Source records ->
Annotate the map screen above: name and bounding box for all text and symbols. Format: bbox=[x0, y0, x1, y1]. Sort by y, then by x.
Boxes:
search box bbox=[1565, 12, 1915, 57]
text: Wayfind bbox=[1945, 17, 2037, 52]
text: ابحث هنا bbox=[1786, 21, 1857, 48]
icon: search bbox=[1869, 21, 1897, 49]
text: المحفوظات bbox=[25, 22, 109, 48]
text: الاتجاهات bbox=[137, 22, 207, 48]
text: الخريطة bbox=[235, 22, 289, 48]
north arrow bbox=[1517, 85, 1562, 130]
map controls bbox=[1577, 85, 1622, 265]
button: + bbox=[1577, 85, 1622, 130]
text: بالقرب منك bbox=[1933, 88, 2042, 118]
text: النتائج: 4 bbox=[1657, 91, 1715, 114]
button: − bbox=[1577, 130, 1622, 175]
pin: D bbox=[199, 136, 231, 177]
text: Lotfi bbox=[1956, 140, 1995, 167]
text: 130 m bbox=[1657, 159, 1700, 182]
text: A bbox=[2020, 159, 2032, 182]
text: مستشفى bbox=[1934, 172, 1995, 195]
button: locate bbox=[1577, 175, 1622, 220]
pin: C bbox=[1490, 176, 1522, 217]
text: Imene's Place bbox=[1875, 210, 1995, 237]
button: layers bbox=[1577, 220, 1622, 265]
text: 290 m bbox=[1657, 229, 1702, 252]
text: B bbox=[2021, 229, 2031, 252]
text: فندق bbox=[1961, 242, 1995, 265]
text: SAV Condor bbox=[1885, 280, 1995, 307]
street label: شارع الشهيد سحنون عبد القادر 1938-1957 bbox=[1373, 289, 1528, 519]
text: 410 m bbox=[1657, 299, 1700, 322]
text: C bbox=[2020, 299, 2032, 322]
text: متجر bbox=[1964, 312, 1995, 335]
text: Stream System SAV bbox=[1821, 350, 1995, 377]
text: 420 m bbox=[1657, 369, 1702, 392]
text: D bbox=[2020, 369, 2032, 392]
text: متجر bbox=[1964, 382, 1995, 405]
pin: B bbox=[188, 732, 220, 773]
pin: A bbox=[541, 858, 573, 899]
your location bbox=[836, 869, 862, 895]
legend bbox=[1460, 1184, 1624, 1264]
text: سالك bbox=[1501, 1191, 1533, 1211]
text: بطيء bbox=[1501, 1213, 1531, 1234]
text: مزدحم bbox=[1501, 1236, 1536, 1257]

Task directions ->
Copy every line above without altering a word.

Your solution ->
Annotate the map screen above: name and bounding box for all text and symbols. Format: bbox=[x0, y0, x1, y1]. Sort by y, then by x.
Boxes:
search box bbox=[1565, 12, 1915, 57]
text: Wayfind bbox=[1945, 17, 2037, 52]
text: ابحث هنا bbox=[1786, 21, 1857, 48]
icon: search bbox=[1869, 21, 1897, 49]
text: المحفوظات bbox=[25, 22, 109, 48]
text: الاتجاهات bbox=[137, 22, 207, 48]
text: الخريطة bbox=[235, 22, 289, 48]
north arrow bbox=[1517, 85, 1562, 130]
map controls bbox=[1577, 85, 1622, 265]
button: + bbox=[1577, 85, 1622, 130]
text: بالقرب منك bbox=[1933, 88, 2042, 118]
text: النتائج: 4 bbox=[1657, 91, 1715, 114]
button: − bbox=[1577, 130, 1622, 175]
pin: D bbox=[199, 136, 231, 177]
text: Lotfi bbox=[1956, 140, 1995, 167]
text: 130 m bbox=[1657, 159, 1700, 182]
text: A bbox=[2020, 159, 2032, 182]
text: مستشفى bbox=[1934, 172, 1995, 195]
button: locate bbox=[1577, 175, 1622, 220]
pin: C bbox=[1490, 176, 1522, 217]
text: Imene's Place bbox=[1875, 210, 1995, 237]
button: layers bbox=[1577, 220, 1622, 265]
text: 290 m bbox=[1657, 229, 1702, 252]
text: B bbox=[2021, 229, 2031, 252]
text: فندق bbox=[1961, 242, 1995, 265]
text: SAV Condor bbox=[1885, 280, 1995, 307]
street label: شارع الشهيد سحنون عبد القادر 1938-1957 bbox=[1373, 289, 1528, 519]
text: 410 m bbox=[1657, 299, 1700, 322]
text: C bbox=[2020, 299, 2032, 322]
text: متجر bbox=[1964, 312, 1995, 335]
text: Stream System SAV bbox=[1821, 350, 1995, 377]
text: 420 m bbox=[1657, 369, 1702, 392]
text: D bbox=[2020, 369, 2032, 392]
text: متجر bbox=[1964, 382, 1995, 405]
pin: B bbox=[188, 732, 220, 773]
pin: A bbox=[541, 858, 573, 899]
your location bbox=[836, 869, 862, 895]
legend bbox=[1460, 1184, 1624, 1264]
text: سالك bbox=[1501, 1191, 1533, 1211]
text: بطيء bbox=[1501, 1213, 1531, 1234]
text: مزدحم bbox=[1501, 1236, 1536, 1257]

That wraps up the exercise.